Es que resulta que ella quería tener un hijo varón al cual llamarlo David, obviamente por David y Goliat.
Por un lado, nombre bíblico, como tenemos casi todos nosotros. Pero por otro, ¿por qué uno tan guerrero, y más aún, alguien que es el emblema de la victoria imposible, de la lucha contra el poderoso, contra el gigante, y la del supuesto débil contra el más fuerte?
Mi abuela, evidentemente, admiraba eso. Pero como le salió mujer y vio que no podía satisfacer su propósito, le metió Francisca de primer nombre y con el segundo se salió con la suya. Por suerte, en el registro Civil se lo permitieron, no sé por qué.
Conozco segundos nombres masculinos usados en mujeres como José, a lo sumo ambiguos como René, pero David, jamás. Y si bien la portadora era mi madre, bien puede decirse que nada tiene ella que ver con algo que eligió y tramitó mi abuela, incluso oponiéndose a los seguros reparos de mi abuelo Ramón, que no sé si en esa época estarían casados, juntados, separados, o cómo. Nunca se habló de eso en casa.
Lo cómico es que después tuvo cuatro hijos más, dos de ellos varones, al primero de los cuales llamó Sergio. El tío Sergio.
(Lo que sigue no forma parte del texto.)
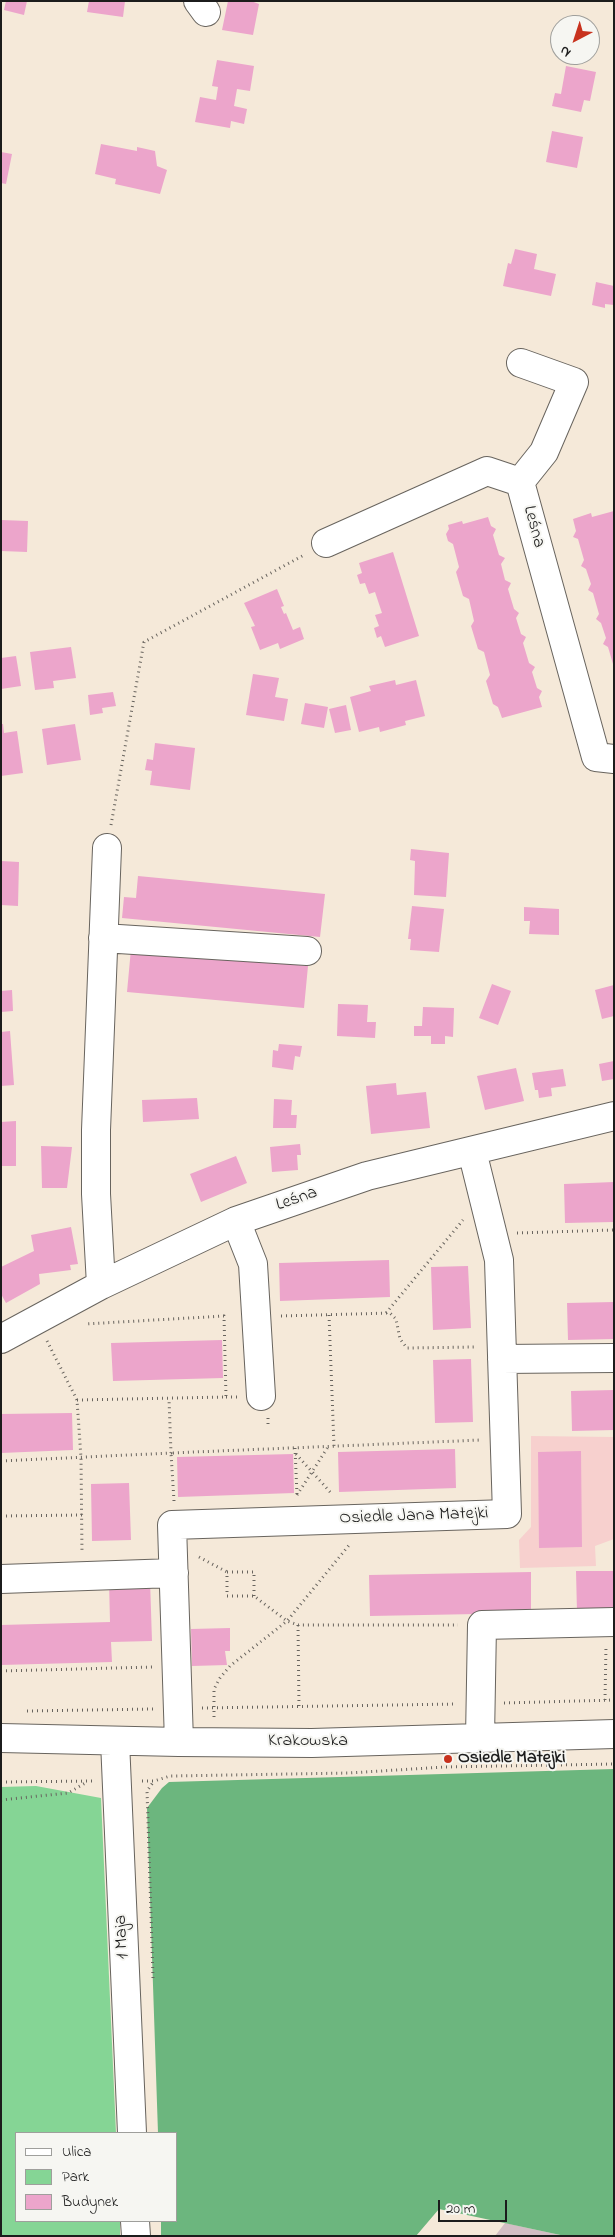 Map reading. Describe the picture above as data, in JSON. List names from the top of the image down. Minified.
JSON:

Parece incoherente, pero es evidente que ella quería ponerle David al primogénito, no a cualquiera.
El último de todos es el tío Luis, que con su esposa Iris era con quien más contacto teníamos junto a la tía Julia –la tercera-, quien va a tener conmigo un episodio bastante traumático en la muerte de mi madre -su hermana mayor- de lo que ya la perdoné.
Pero fueron siempre los más cercanos. También estaban la tía Ñeca, la cuarta.
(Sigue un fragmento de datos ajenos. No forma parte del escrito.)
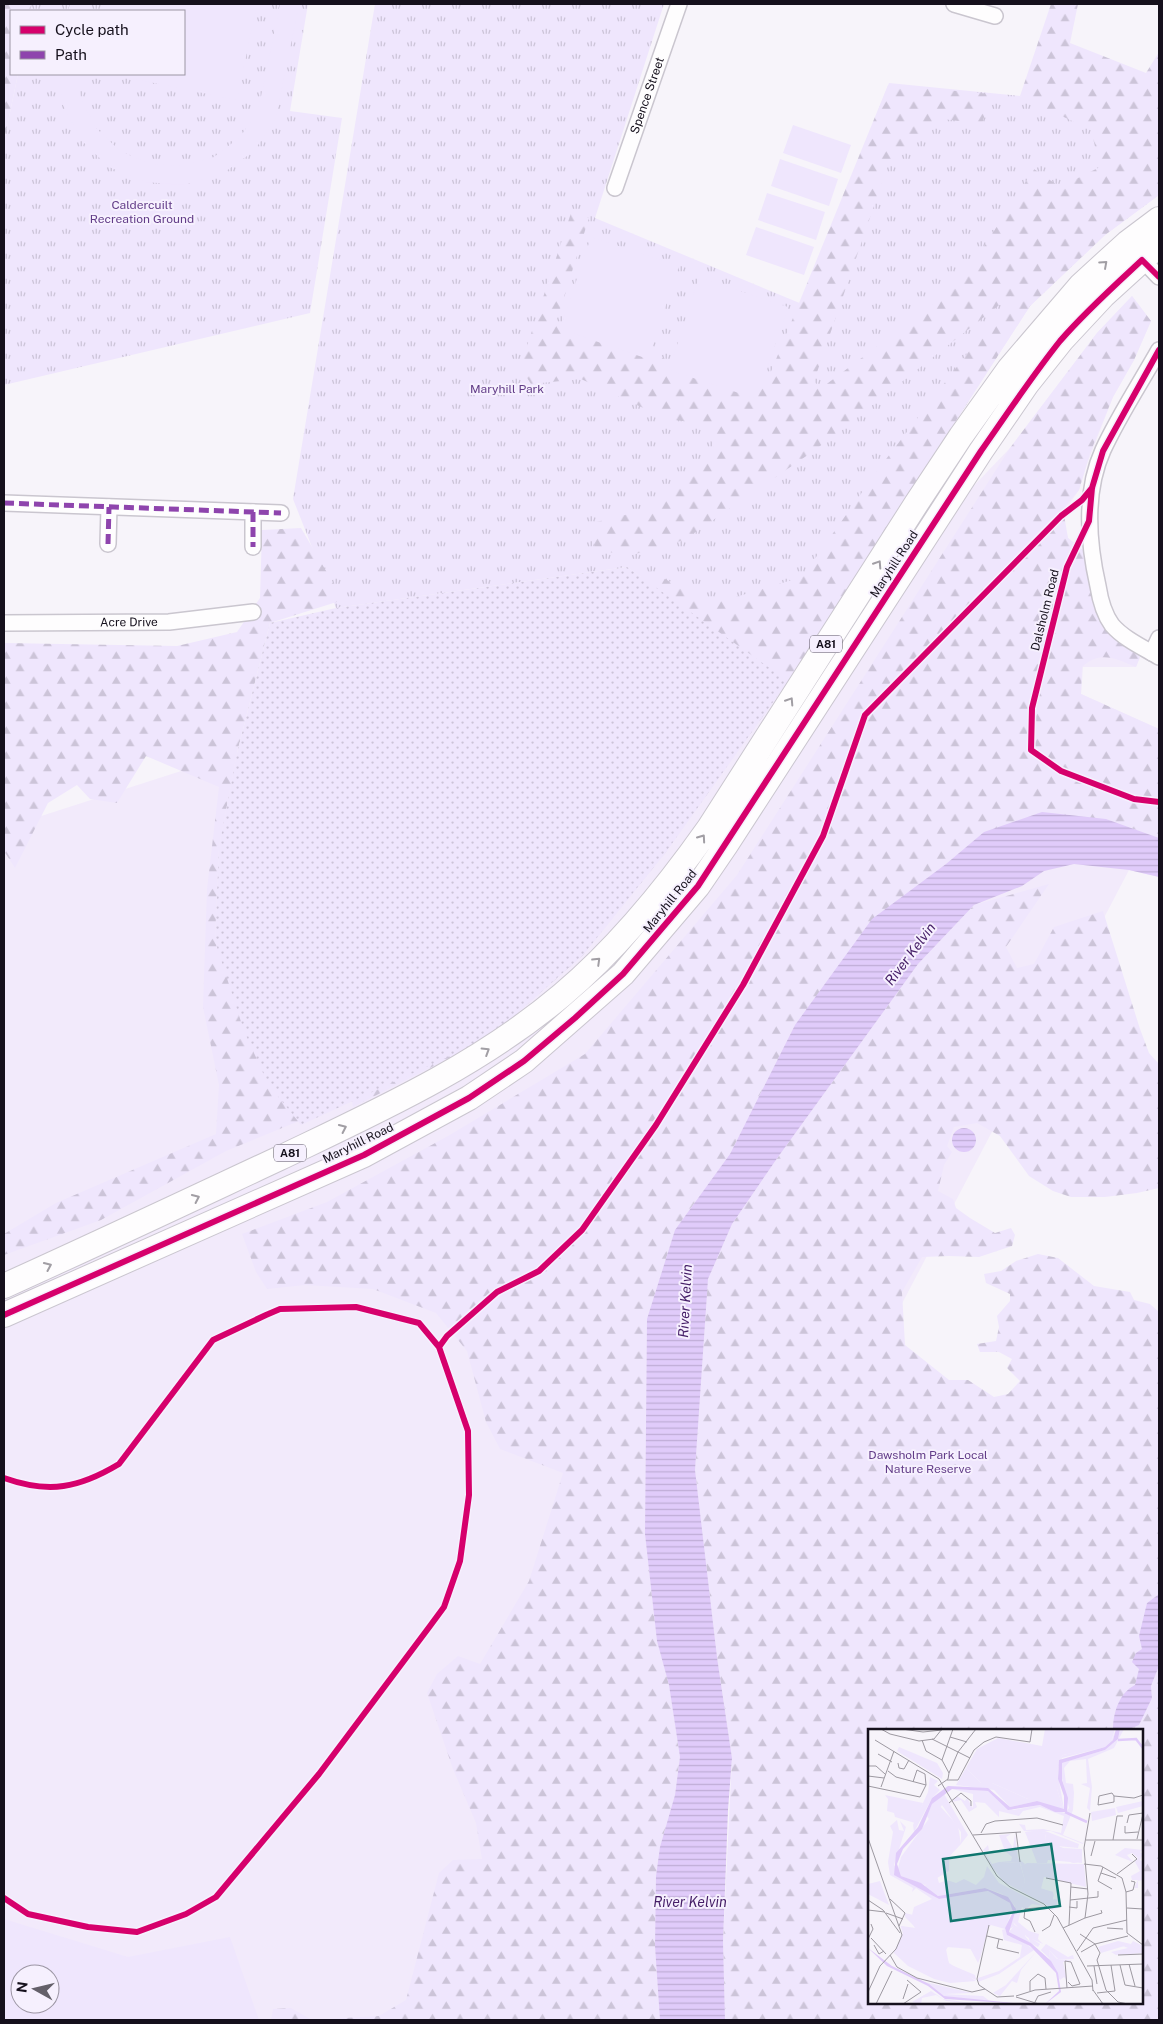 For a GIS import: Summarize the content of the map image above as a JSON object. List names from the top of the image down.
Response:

Con mi tía Julia nos turnábamos y cuidábamos una noche cada una a mi madre, mientras que mi hermano iba por la mañana.
Pero la noche previa a su muerte, mamá le había pedido a tía Julia que me avisara que vaya yo a verla al día siguiente, que me tenía que decir algo, que jamás sabré qué. Y ella no me avisó.
Es cierto que estábamos medio enemistadas, más que nada porque ella era una de las que se oponía a mi relación con Ramón, una historia que ya contaré con mayor detalle más adelante.
Cuando un paciente en ese estado te pide algo, tenés que satisfacerlo, limar todas las asperezas, superar todas las barreras y dejar el orgullo a un lado, porque si no, podés arrepentirte para toda tu vida.
El daño que uno puede hacer y la culpa con la que se queda luego, no te la quita nadie, si es que ocurre algo como lo que pasó. Yo ya lo superé, y ya la perdoné. No sé qué pasará con su conciencia, aunque deseo que también se haya liberado.
La cuestión es que cuando me avisaron que vaya al hospital, mi madre ya había fallecido.
Lloré, lloré… Lloré por todos los días en que no había tomado conciencia, en que casi ni sabía de qué se trataba. Sabía que estaba enferma, pero pensé que se curaría. La veía bien, fuerte, linda, saludable. Recién a lo último se la veía mal, pero había días. De repente repuntaba, y uno se engañaba. Creía que era por la quimio, por alguna cosa extra que pasaba, porque el cáncer es así, te ataca otras cosas. Finalmente, ella falleció de un paro cardíaco respiratorio.